─── DATA FOR PROCESSING ───

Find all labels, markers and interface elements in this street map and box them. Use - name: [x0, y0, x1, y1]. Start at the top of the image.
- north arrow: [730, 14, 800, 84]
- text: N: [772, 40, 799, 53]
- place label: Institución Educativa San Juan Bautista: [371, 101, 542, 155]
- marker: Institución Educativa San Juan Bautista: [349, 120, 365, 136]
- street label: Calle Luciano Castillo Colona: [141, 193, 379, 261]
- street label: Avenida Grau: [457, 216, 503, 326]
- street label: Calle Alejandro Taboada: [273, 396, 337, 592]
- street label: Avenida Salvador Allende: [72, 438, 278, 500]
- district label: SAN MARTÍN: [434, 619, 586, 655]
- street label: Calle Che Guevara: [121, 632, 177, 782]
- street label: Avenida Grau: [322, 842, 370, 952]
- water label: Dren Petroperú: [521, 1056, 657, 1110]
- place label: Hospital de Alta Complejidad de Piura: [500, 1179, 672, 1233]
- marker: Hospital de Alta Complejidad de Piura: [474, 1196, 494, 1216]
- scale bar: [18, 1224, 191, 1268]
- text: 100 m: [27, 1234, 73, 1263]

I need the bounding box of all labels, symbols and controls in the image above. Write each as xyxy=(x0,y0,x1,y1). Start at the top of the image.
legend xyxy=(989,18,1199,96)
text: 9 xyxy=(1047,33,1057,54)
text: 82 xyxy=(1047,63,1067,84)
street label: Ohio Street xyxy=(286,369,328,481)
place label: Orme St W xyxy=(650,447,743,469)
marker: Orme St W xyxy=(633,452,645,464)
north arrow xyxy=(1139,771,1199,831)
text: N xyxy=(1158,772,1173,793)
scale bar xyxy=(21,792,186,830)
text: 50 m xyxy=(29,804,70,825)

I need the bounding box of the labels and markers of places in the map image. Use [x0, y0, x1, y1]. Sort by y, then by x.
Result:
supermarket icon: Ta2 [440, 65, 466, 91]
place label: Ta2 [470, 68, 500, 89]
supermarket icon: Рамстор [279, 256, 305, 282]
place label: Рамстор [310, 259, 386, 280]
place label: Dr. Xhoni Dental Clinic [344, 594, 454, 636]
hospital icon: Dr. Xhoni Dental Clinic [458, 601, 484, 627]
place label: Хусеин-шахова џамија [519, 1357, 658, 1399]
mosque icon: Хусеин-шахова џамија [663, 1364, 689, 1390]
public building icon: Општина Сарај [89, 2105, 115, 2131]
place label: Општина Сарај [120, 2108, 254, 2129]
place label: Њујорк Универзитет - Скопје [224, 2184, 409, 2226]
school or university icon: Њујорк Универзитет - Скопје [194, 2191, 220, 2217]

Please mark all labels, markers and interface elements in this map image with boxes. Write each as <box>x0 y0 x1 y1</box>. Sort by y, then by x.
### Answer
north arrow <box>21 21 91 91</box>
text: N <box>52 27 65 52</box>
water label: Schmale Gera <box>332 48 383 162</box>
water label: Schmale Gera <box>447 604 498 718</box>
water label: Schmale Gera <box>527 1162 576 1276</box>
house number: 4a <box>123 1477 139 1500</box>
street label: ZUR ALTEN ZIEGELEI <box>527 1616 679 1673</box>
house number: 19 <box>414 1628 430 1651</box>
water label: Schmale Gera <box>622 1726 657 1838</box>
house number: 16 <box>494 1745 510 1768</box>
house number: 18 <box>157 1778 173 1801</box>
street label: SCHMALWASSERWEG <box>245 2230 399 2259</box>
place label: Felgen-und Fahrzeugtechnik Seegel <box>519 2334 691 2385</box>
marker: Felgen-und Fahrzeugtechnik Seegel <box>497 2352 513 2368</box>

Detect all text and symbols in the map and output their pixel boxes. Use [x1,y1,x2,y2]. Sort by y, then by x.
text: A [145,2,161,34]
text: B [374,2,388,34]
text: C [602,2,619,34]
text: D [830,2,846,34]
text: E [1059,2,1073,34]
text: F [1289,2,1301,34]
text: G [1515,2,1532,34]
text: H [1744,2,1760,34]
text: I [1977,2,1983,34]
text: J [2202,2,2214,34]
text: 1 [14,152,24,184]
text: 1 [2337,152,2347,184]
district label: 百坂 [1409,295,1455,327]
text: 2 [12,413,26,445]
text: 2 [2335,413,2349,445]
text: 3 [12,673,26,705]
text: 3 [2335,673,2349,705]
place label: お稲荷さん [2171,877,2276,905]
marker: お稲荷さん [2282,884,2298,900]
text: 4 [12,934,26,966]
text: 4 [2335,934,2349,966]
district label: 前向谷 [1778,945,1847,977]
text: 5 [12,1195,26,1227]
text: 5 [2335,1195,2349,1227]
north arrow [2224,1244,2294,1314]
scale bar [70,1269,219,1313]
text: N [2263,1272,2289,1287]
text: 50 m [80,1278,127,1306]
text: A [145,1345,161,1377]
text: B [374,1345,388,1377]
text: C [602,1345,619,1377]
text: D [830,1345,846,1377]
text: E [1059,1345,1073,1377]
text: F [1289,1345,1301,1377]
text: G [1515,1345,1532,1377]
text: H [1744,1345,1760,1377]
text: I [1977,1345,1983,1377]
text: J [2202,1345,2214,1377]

───

**WORK INSTRUCTION**: Output all of the records exactly, with nothing omitted.

**COMPLETED TASK**:
Find all labels, markers and interface elements in this street map and box them. Use - name: [x0, y0, x1, y1]. Start at the top of the image.
- north arrow: [730, 14, 800, 84]
- text: N: [772, 40, 799, 53]
- place label: Institución Educativa San Juan Bautista: [371, 101, 542, 155]
- marker: Institución Educativa San Juan Bautista: [349, 120, 365, 136]
- street label: Calle Luciano Castillo Colona: [141, 193, 379, 261]
- street label: Avenida Grau: [457, 216, 503, 326]
- street label: Calle Alejandro Taboada: [273, 396, 337, 592]
- street label: Avenida Salvador Allende: [72, 438, 278, 500]
- district label: SAN MARTÍN: [434, 619, 586, 655]
- street label: Calle Che Guevara: [121, 632, 177, 782]
- street label: Avenida Grau: [322, 842, 370, 952]
- water label: Dren Petroperú: [521, 1056, 657, 1110]
- place label: Hospital de Alta Complejidad de Piura: [500, 1179, 672, 1233]
- marker: Hospital de Alta Complejidad de Piura: [474, 1196, 494, 1216]
- scale bar: [18, 1224, 191, 1268]
- text: 100 m: [27, 1234, 73, 1263]

I need the bounding box of all labels, symbols and controls in the image above. Write each as xyxy=(x0,y0,x1,y1). Start at the top of the image.
legend xyxy=(989,18,1199,96)
text: 9 xyxy=(1047,33,1057,54)
text: 82 xyxy=(1047,63,1067,84)
street label: Ohio Street xyxy=(286,369,328,481)
place label: Orme St W xyxy=(650,447,743,469)
marker: Orme St W xyxy=(633,452,645,464)
north arrow xyxy=(1139,771,1199,831)
text: N xyxy=(1158,772,1173,793)
scale bar xyxy=(21,792,186,830)
text: 50 m xyxy=(29,804,70,825)

I need the bounding box of the labels and markers of places in the map image. Use [x0, y0, x1, y1]. Sort by y, then by x.
Result:
supermarket icon: Ta2 [440, 65, 466, 91]
place label: Ta2 [470, 68, 500, 89]
supermarket icon: Рамстор [279, 256, 305, 282]
place label: Рамстор [310, 259, 386, 280]
place label: Dr. Xhoni Dental Clinic [344, 594, 454, 636]
hospital icon: Dr. Xhoni Dental Clinic [458, 601, 484, 627]
place label: Хусеин-шахова џамија [519, 1357, 658, 1399]
mosque icon: Хусеин-шахова џамија [663, 1364, 689, 1390]
public building icon: Општина Сарај [89, 2105, 115, 2131]
place label: Општина Сарај [120, 2108, 254, 2129]
place label: Њујорк Универзитет - Скопје [224, 2184, 409, 2226]
school or university icon: Њујорк Универзитет - Скопје [194, 2191, 220, 2217]

Please mark all labels, markers and interface elements in this map image with boxes. Write each as <box>x0 y0 x1 y1</box>. Sort by y, then by x.
### Answer
north arrow <box>21 21 91 91</box>
text: N <box>52 27 65 52</box>
water label: Schmale Gera <box>332 48 383 162</box>
water label: Schmale Gera <box>447 604 498 718</box>
water label: Schmale Gera <box>527 1162 576 1276</box>
house number: 4a <box>123 1477 139 1500</box>
street label: ZUR ALTEN ZIEGELEI <box>527 1616 679 1673</box>
house number: 19 <box>414 1628 430 1651</box>
water label: Schmale Gera <box>622 1726 657 1838</box>
house number: 16 <box>494 1745 510 1768</box>
house number: 18 <box>157 1778 173 1801</box>
street label: SCHMALWASSERWEG <box>245 2230 399 2259</box>
place label: Felgen-und Fahrzeugtechnik Seegel <box>519 2334 691 2385</box>
marker: Felgen-und Fahrzeugtechnik Seegel <box>497 2352 513 2368</box>

Detect all text and symbols in the map and output their pixel boxes. Use [x1,y1,x2,y2]. Sort by y, then by x.
text: A [145,2,161,34]
text: B [374,2,388,34]
text: C [602,2,619,34]
text: D [830,2,846,34]
text: E [1059,2,1073,34]
text: F [1289,2,1301,34]
text: G [1515,2,1532,34]
text: H [1744,2,1760,34]
text: I [1977,2,1983,34]
text: J [2202,2,2214,34]
text: 1 [14,152,24,184]
text: 1 [2337,152,2347,184]
district label: 百坂 [1409,295,1455,327]
text: 2 [12,413,26,445]
text: 2 [2335,413,2349,445]
text: 3 [12,673,26,705]
text: 3 [2335,673,2349,705]
place label: お稲荷さん [2171,877,2276,905]
marker: お稲荷さん [2282,884,2298,900]
text: 4 [12,934,26,966]
text: 4 [2335,934,2349,966]
district label: 前向谷 [1778,945,1847,977]
text: 5 [12,1195,26,1227]
text: 5 [2335,1195,2349,1227]
north arrow [2224,1244,2294,1314]
scale bar [70,1269,219,1313]
text: N [2263,1272,2289,1287]
text: 50 m [80,1278,127,1306]
text: A [145,1345,161,1377]
text: B [374,1345,388,1377]
text: C [602,1345,619,1377]
text: D [830,1345,846,1377]
text: E [1059,1345,1073,1377]
text: F [1289,1345,1301,1377]
text: G [1515,1345,1532,1377]
text: H [1744,1345,1760,1377]
text: I [1977,1345,1983,1377]
text: J [2202,1345,2214,1377]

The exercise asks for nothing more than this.